Honors Program
Meet the Director
What makes education truly meaningful? I recently saw a review (by John Rosenberg) of a new book by Richard J. Light, who finds that Harvard students learn best through close interaction with their professors. In Making the Most of College: Students Speak Their Minds, Light sees the consummate academic experience as a one-on-one apprenticeship in which students “define a research question and pursue new knowledge” with the assurance they’ll get immediate feedback. But even the student sensing the “loneliness of the lecture hall” can find in the larger class opportunities that make it “a venue for active learning.”
Peer review, for example, imposes a “more demanding standard of explanation and written thought” on the work of even the most advanced students, requiring them to find their own authorial voices in writing for their classmates (rather than unthinkingly adopting the academic style of their professors). Professors who employ such tactics “get in the way” of their students and test their capacity to engage with their cohorts in a class (Rosenberg 33-34).
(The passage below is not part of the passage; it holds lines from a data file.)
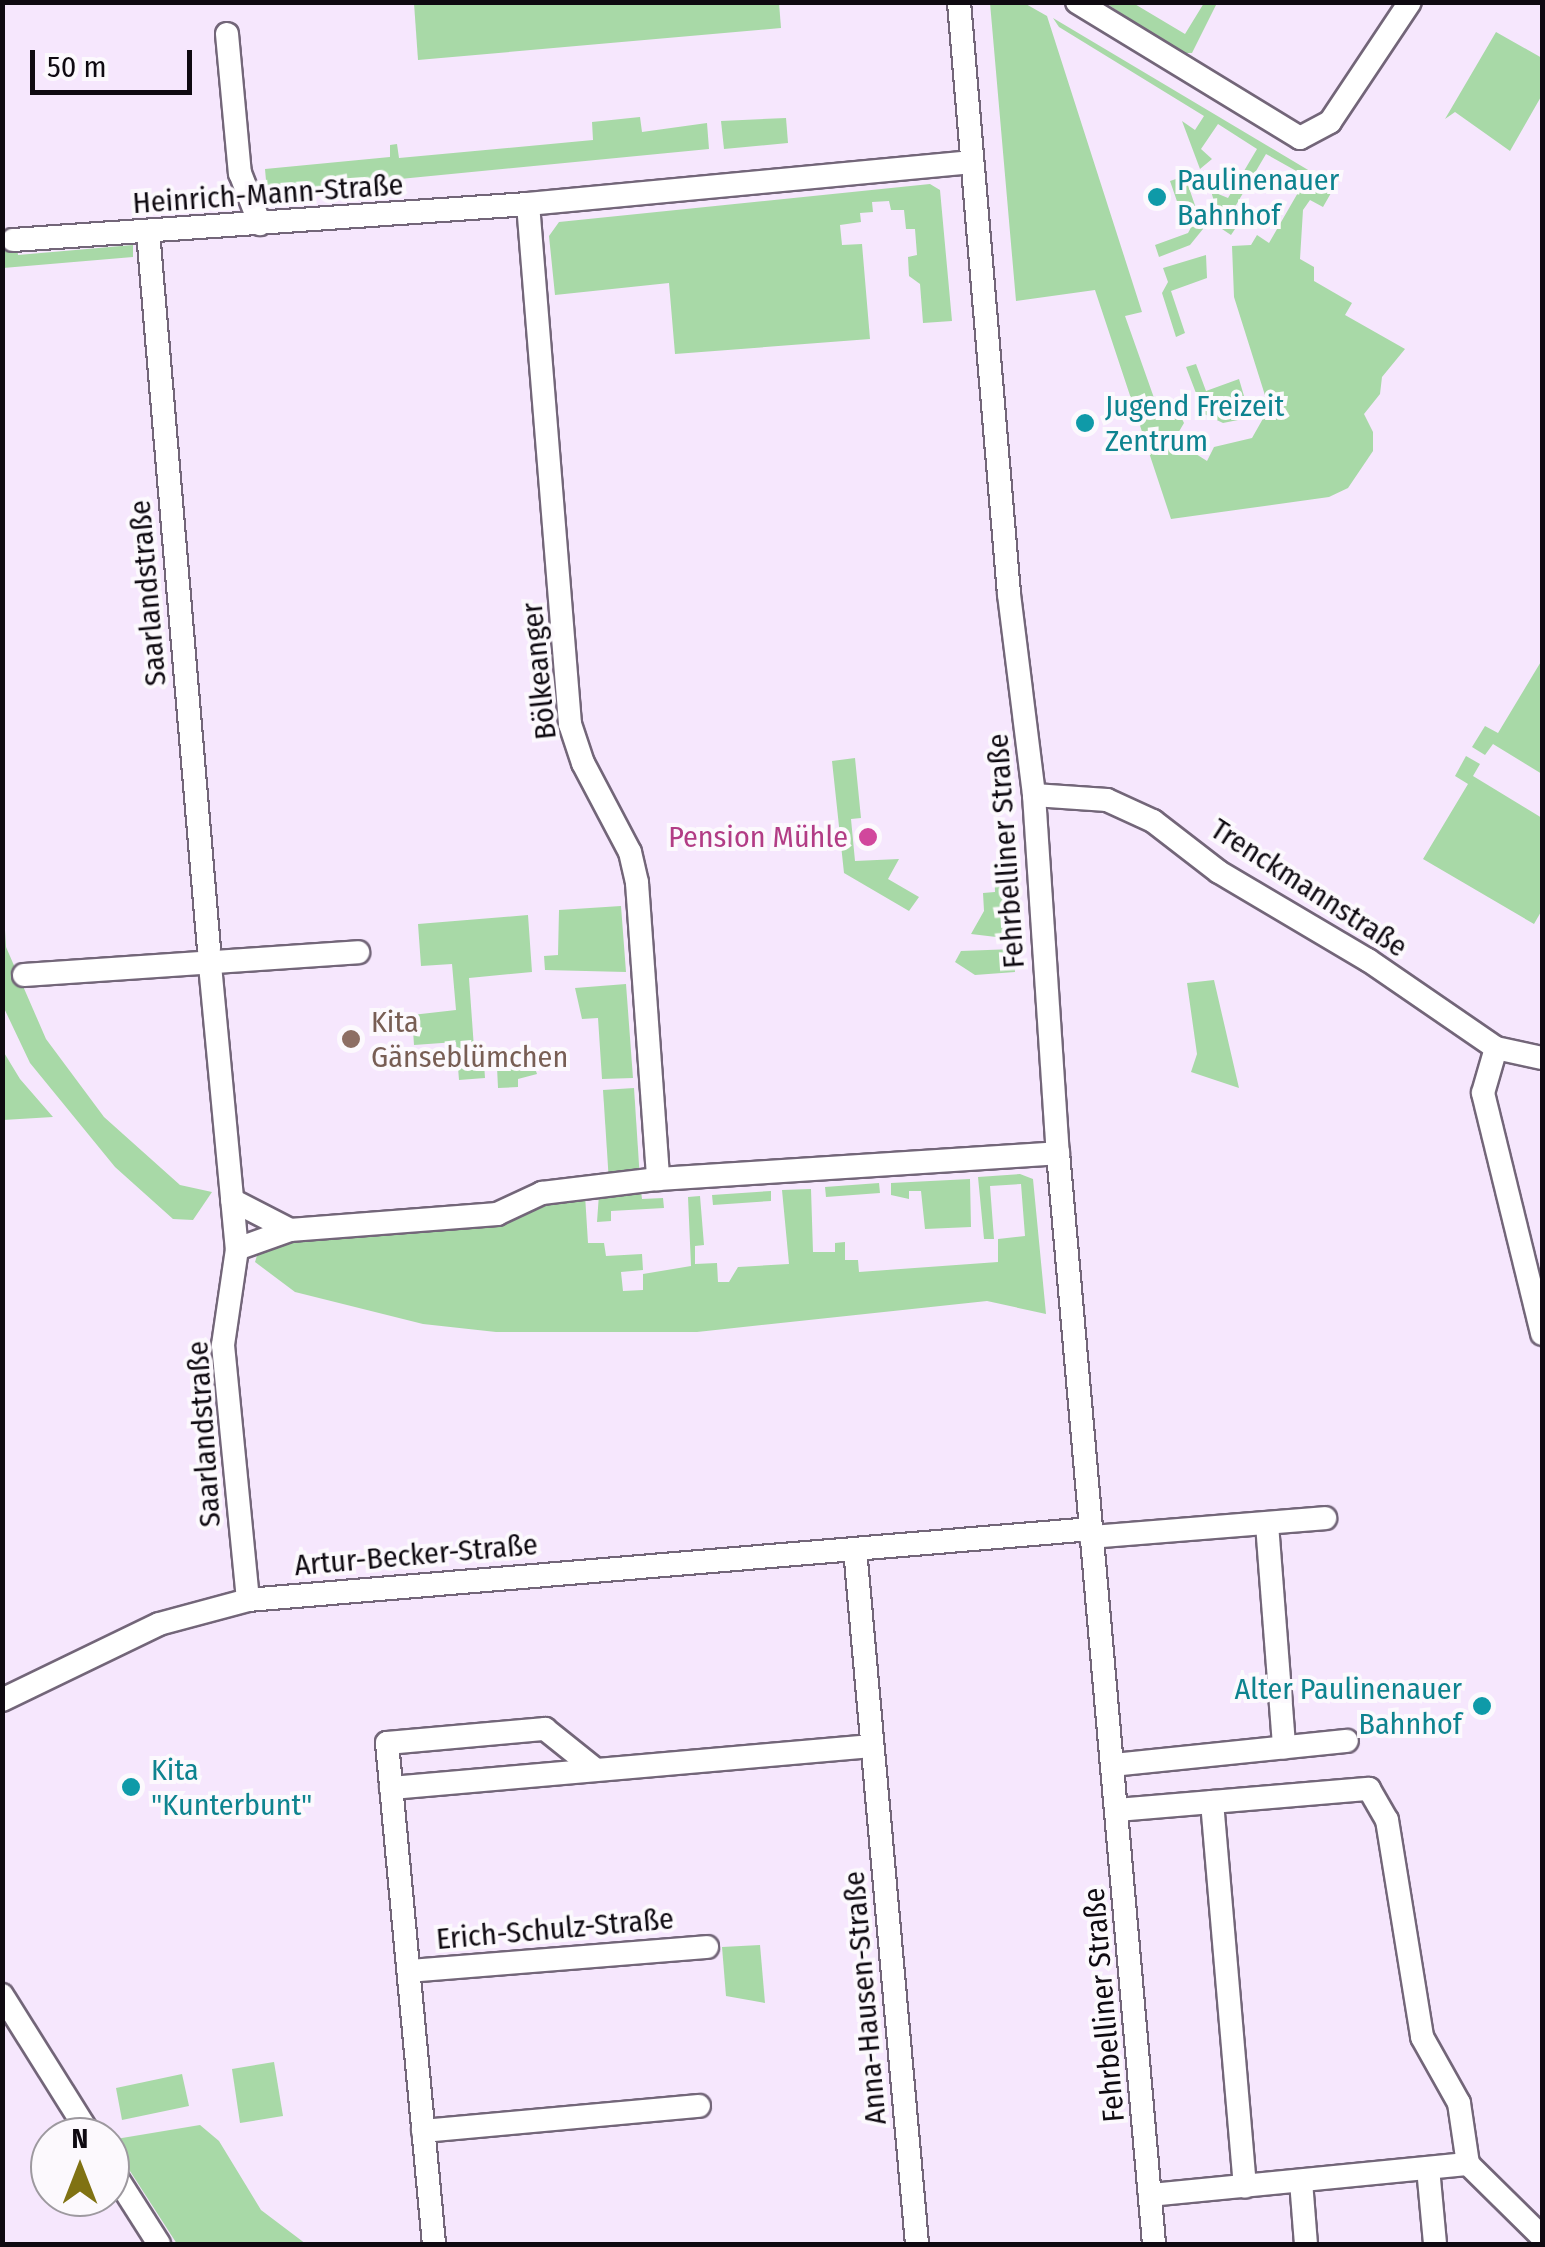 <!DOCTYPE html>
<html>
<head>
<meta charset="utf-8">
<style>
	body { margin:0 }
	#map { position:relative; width:1545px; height:2247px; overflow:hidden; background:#f6e7fd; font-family:"Fira Sans Condensed",sans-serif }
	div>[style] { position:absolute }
	.green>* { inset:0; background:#a8d9a7 }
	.roads { filter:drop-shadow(2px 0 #736679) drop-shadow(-2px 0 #736679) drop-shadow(0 2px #736679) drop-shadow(0 -2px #736679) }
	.minor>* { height:22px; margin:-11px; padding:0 11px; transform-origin:11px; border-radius:11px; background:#fff }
	.dots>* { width:28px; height:28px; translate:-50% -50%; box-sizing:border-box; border:5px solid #fcf9fd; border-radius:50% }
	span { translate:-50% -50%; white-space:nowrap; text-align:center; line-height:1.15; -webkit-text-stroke:8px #fcf9fd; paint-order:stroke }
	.culture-label { font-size:30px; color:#0d838f }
	.left { translate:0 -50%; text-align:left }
	.right { translate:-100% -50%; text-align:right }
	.street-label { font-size:30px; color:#0f0a11 }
	.hotel-label { font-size:30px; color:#b23c85 }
	.education-label { font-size:30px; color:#785e54 }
	.frame { position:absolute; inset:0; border:5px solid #0f0a11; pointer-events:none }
	.north { position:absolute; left:30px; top:2117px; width:100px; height:100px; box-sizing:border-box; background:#fcf9fd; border:2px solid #9d999f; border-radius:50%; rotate:0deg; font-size:28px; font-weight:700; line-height:40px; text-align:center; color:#0f0a11 }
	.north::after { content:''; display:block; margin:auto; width:35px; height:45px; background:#807213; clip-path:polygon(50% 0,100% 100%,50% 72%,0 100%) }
	.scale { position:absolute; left:30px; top:50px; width:162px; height:45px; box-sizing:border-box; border:5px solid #0f0a11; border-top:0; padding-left:12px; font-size:30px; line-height:35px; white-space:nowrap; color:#0f0a11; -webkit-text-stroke:8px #fcf9fd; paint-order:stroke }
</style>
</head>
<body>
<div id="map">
	<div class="green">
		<i style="clip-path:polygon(414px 3px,779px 3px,781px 28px,418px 60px)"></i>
		<i style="clip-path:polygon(990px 3px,1024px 3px,1047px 16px,1142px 312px,1125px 316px,1159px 412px,1176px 407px,1184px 423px,1174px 440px,1207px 461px,1214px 447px,1252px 438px,1269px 408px,1234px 297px,1232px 246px,1251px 245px,1257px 235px,1269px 243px,1307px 177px,1266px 154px,1229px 217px,1239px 223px,1231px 235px,1222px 229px,1211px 191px,1228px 198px,1257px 149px,1218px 124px,1201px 149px,1212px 159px,1200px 169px,1182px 121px,1195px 130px,1204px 116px,1059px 27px,1053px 18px,1335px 186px,1323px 207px,1310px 200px,1303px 210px,1300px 259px,1314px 267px,1314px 281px,1352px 303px,1345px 315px,1405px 349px,1382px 377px,1380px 394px,1364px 414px,1373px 432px,1373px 451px,1348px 488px,1329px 497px,1171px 519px,1095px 290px,1016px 301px)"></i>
		<i style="clip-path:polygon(1106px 3px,1133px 3px,1185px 34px,1204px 3px,1217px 3px,1192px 53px,1179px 53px)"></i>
		<i style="clip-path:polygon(1496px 32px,1542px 58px,1542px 95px,1510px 151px,1455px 112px,1445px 119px)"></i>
		<i style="clip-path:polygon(640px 117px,642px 132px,707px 123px,709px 149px,267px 192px,265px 169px,390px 157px,390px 145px,397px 144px,399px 158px,593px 140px,592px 122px)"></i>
		<i style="clip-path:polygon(786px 118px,788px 143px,724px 149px,721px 121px)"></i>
		<i style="clip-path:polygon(1185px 176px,1203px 229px,1190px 245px,1159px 257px,1155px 245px,1188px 233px,1194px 222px,1190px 211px,1180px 210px,1170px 181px)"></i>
		<i style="clip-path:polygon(930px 184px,940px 190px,952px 321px,923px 323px,920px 284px,909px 276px,908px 257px,917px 255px,915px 229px,906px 229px,904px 210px,891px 210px,889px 201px,872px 202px,873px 212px,860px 213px,861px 222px,840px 225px,842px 245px,862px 244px,870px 339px,675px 354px,669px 283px,555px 295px,549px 236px,559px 222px)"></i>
		<i style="clip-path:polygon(133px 245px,133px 257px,3px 268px,3px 247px,17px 246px,18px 255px)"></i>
		<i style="clip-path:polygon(1206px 255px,1207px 278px,1171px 291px,1185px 333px,1176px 337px,1162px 293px,1168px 282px,1163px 268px)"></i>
		<i style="clip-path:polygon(1196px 364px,1206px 391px,1239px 379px,1247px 406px,1238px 420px,1223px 423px,1204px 414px,1186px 367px)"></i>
		<i style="clip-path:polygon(1542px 660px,1542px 774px,1493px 744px,1485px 755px,1472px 747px,1485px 726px,1498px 733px)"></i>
		<i style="clip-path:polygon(1466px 756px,1480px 764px,1473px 776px,1542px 818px,1542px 910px,1534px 924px,1423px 859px,1468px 784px,1455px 776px)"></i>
		<i style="clip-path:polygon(855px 758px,861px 818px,851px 819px,855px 861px,899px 859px,888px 879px,919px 897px,909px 911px,844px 873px,832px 761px)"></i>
		<i style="clip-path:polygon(994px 865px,1007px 865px,1013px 939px,971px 934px,984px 911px,983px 893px,995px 892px)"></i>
		<i style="clip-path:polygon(2px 880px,6px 947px,46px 1039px,104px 1117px,180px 1185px,212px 1192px,193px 1220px,173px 1219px,115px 1167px,30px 1063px,3px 1006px)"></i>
		<i style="clip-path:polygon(621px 906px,626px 972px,545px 970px,544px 956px,558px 955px,559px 910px)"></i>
		<i style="clip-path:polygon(528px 915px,532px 972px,469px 978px,474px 1048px,483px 1048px,485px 1078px,459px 1080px,456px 1042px,414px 1045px,412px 1015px,456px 1010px,452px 964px,421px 966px,418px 924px)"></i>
		<i style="clip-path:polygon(1014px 949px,1015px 972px,975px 975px,955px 962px,961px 951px)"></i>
		<i style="clip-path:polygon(1214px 980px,1239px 1088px,1191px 1072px,1197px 1054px,1187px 983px)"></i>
		<i style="clip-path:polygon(626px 984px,633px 1078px,602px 1079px,598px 1018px,582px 1019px,575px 988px)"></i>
		<i style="clip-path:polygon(3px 1051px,20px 1079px,53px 1117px,3px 1120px)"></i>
		<i style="clip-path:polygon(534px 1065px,537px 1074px,518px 1079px,518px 1087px,498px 1088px,497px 1067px)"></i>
		<i style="clip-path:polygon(634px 1088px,640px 1180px,609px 1182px,603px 1090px)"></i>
		<i style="clip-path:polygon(1020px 1174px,1033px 1179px,1046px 1314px,987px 1301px,697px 1332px,496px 1332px,423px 1324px,295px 1292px,255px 1262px,259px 1249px,293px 1232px,585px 1195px,588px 1243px,604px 1243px,606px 1256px,642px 1254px,643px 1270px,621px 1272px,623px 1291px,643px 1290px,643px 1274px,691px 1266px,688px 1197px,700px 1196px,704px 1245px,695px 1246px,695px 1264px,717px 1263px,718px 1282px,729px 1282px,738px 1267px,789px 1264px,782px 1190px,811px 1189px,813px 1252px,835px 1252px,835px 1243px,845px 1242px,845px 1260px,858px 1260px,859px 1272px,998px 1262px,998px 1239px,1025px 1236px,1021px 1184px,990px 1186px,994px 1239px,984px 1239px,978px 1177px)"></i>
		<i style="clip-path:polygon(970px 1179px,971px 1227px,925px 1229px,921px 1191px,909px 1191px,909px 1199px,891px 1195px,891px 1183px)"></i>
		<i style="clip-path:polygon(879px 1183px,880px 1193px,826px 1197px,825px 1187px)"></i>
		<i style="clip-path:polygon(641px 1191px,642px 1199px,663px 1198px,664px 1208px,611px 1211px,611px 1221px,597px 1222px,599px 1194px)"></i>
		<i style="clip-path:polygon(771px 1191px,771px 1201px,713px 1205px,712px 1195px)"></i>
		<i style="clip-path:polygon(760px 1945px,765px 2003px,726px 1996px,722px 1947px)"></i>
		<i style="clip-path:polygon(274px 2062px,283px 2116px,240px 2123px,232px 2069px)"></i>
		<i style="clip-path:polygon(182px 2074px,189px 2106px,122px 2120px,116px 2088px)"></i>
		<i style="clip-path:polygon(200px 2125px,219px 2141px,261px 2210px,306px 2244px,177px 2244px,110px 2140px)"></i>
	</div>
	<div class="roads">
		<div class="minor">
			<i style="left:959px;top:2px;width:594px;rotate:85.17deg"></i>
			<i style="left:1009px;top:594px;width:203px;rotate:82.9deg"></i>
			<i style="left:1034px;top:795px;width:359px;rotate:86.2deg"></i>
			<i style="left:1058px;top:1153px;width:1095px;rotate:84.97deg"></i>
			<i style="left:1077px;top:2px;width:261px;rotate:31.4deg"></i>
			<i style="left:1300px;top:138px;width:34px;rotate:-28deg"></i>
			<i style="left:1330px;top:122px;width:144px;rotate:-56.3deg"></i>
			<i style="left:227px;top:34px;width:140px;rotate:84.7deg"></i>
			<i style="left:240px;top:173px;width:55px;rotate:68.6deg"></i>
			<i style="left:528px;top:204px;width:522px;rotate:85.38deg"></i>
			<i style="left:570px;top:724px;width:41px;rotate:71.6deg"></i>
			<i style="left:583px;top:763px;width:101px;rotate:62.2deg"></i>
			<i style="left:630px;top:852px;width:32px;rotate:77deg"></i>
			<i style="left:637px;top:883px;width:297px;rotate:85.9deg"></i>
			<i style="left:658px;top:1179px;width:401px;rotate:-3.7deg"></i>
			<i style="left:148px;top:232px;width:720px;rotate:85.14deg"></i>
			<i style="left:13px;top:240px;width:516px;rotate:-4deg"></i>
			<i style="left:528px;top:204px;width:446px;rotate:-5.4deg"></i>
			<i style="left:1034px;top:795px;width:73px;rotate:3.9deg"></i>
			<i style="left:1107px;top:800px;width:51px;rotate:24.5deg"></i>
			<i style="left:1153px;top:821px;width:83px;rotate:37.7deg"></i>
			<i style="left:1219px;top:872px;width:173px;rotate:30.6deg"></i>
			<i style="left:1368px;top:960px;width:155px;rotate:34.5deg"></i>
			<i style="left:1496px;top:1048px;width:47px;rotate:12.3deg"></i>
			<i style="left:210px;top:965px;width:285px;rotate:84.6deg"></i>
			<i style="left:237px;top:1249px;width:97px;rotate:98.3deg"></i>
			<i style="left:223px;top:1345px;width:256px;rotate:84.4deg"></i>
			<i style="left:24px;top:975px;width:335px;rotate:-3.9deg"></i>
			<i style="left:1496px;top:1048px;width:47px;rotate:106.1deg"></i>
			<i style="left:1483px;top:1093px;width:248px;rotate:76.2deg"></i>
			<i style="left:232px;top:1200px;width:65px;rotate:27.3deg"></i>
			<i style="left:290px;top:1230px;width:208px;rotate:-4.4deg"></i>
			<i style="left:497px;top:1214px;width:50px;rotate:-25deg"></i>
			<i style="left:542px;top:1193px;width:117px;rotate:-6.9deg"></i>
			<i style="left:237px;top:1249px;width:56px;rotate:-19.7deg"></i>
			<i style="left:1267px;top:1524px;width:224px;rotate:85.6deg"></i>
			<i style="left:1091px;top:1537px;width:235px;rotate:-4.6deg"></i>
			<i style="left:855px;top:1549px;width:698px;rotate:84.9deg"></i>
			<i style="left:2px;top:1700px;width:174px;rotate:-25.8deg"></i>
			<i style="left:159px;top:1624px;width:92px;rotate:-15.1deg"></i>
			<i style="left:248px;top:1600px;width:846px;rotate:-4.81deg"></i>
			<i style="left:1113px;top:1765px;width:235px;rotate:-5.9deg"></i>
			<i style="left:391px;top:1788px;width:483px;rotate:-5deg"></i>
			<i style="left:1212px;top:1802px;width:386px;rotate:85.1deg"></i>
			<i style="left:1117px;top:1810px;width:253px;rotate:-4.8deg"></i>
			<i style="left:1369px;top:1789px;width:36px;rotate:60deg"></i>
			<i style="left:1387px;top:1820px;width:220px;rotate:80.8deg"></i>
			<i style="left:1422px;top:2037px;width:76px;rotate:60.7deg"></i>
			<i style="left:1459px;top:2103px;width:62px;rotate:81.6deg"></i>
			<i style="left:1468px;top:2164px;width:104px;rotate:44.6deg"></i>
			<i style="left:409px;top:1971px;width:299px;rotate:-4.6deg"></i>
			<i style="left:2px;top:1995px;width:168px;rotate:57.9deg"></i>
			<i style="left:423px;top:2131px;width:277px;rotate:-5.2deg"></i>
			<i style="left:110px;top:2167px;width:91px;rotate:57.5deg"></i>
			<i style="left:1428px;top:2168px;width:76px;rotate:84.7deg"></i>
			<i style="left:1301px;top:2181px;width:63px;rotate:85.5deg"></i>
			<i style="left:1150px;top:2195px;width:320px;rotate:-5.6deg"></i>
			<i style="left:434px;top:2244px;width:503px;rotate:-95.36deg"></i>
			<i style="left:387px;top:1743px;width:159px;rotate:-5.1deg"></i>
			<i style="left:545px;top:1729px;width:64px;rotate:38.7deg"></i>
		</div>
	</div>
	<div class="dots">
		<i style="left:1157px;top:197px;background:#0f9aa8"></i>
		<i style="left:1085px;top:423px;background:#0f9aa8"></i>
		<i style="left:868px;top:837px;background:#d1479c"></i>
		<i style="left:351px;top:1039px;background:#8d6e63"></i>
		<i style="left:1482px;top:1706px;background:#0f9aa8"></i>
		<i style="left:131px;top:1787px;background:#0f9aa8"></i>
	</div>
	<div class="culture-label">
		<span class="left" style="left:1177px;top:197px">Paulinenauer<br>Bahnhof</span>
		<span class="left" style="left:1105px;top:423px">Jugend Freizeit<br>Zentrum</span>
		<span class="right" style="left:1462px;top:1706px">Alter Paulinenauer<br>Bahnhof</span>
		<span class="left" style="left:151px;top:1787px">Kita<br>"Kunterbunt"</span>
	</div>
	<div class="street-label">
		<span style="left:268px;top:194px;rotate:-4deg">Heinrich-Mann-Straße</span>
		<span style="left:148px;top:593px;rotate:-95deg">Saarlandstraße</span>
		<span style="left:539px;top:671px;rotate:-96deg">Bölkeanger</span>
		<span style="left:1006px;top:851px;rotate:-94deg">Fehrbelliner Straße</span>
		<span style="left:1309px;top:888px;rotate:33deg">Trenckmannstraße</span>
		<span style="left:204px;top:1434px;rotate:-94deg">Saarlandstraße</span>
		<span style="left:416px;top:1555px;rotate:-5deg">Artur-Becker-Straße</span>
		<span style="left:555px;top:1929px;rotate:-5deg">Erich-Schulz-Straße</span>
		<span style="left:865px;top:1998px;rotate:-95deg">Anna-Hausen-Straße</span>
		<span style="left:1104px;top:2005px;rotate:-95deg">Fehrbelliner Straße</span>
	</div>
	<div class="hotel-label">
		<span class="right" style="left:848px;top:837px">Pension Mühle</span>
	</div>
	<div class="education-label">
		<span class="left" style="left:371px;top:1039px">Kita<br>Gänseblümchen</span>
	</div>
	<div class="frame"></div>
	<div class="north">N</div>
	<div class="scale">50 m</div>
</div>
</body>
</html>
It strikes me that this is pretty close to what our own Honors Program does across the disciplines with the Honors Colloquium and the Honors Seminar. And I’m convinced that Light’s ideal apprenticeship is often realized in both the Honors Directed Study and the regular interactions between Honors students and their mentors. But the Honors Senior Capstone Experience most faithfully fulfills Light’s definition of a peak academic experience, requiring students to exercise originality in defining a research topic and to solicit direction, at every stage of a project, from one or two faculty mentors in their major disciplines (and, ultimately, from the interdisciplinary Honors Council). It looks, then, like we’re on the right track.